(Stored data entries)
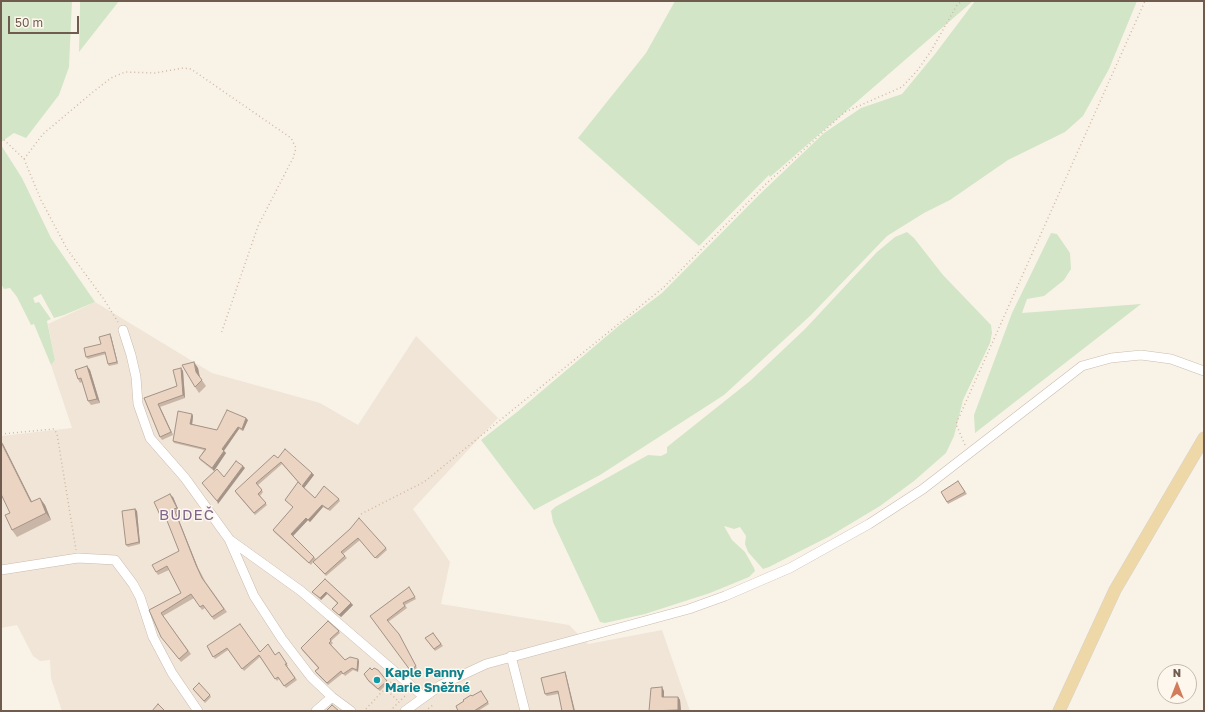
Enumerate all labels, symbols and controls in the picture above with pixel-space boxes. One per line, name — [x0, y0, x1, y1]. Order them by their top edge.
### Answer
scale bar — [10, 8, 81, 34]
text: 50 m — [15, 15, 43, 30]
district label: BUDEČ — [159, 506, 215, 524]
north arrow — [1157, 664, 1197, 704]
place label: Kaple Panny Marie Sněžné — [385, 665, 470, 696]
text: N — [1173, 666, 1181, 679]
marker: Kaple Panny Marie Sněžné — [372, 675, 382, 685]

- _EXERCISE DIRECTIONS_
From the first line to the last, write out the data above exactly. Omit the pictures.

- _EXERCISE OUTPUT_
Enumerate all labels, symbols and controls in the picture above with pixel-space boxes. One per line, name — [x0, y0, x1, y1]. Order them by their top edge.
### Answer
scale bar — [10, 8, 81, 34]
text: 50 m — [15, 15, 43, 30]
district label: BUDEČ — [159, 506, 215, 524]
north arrow — [1157, 664, 1197, 704]
place label: Kaple Panny Marie Sněžné — [385, 665, 470, 696]
text: N — [1173, 666, 1181, 679]
marker: Kaple Panny Marie Sněžné — [372, 675, 382, 685]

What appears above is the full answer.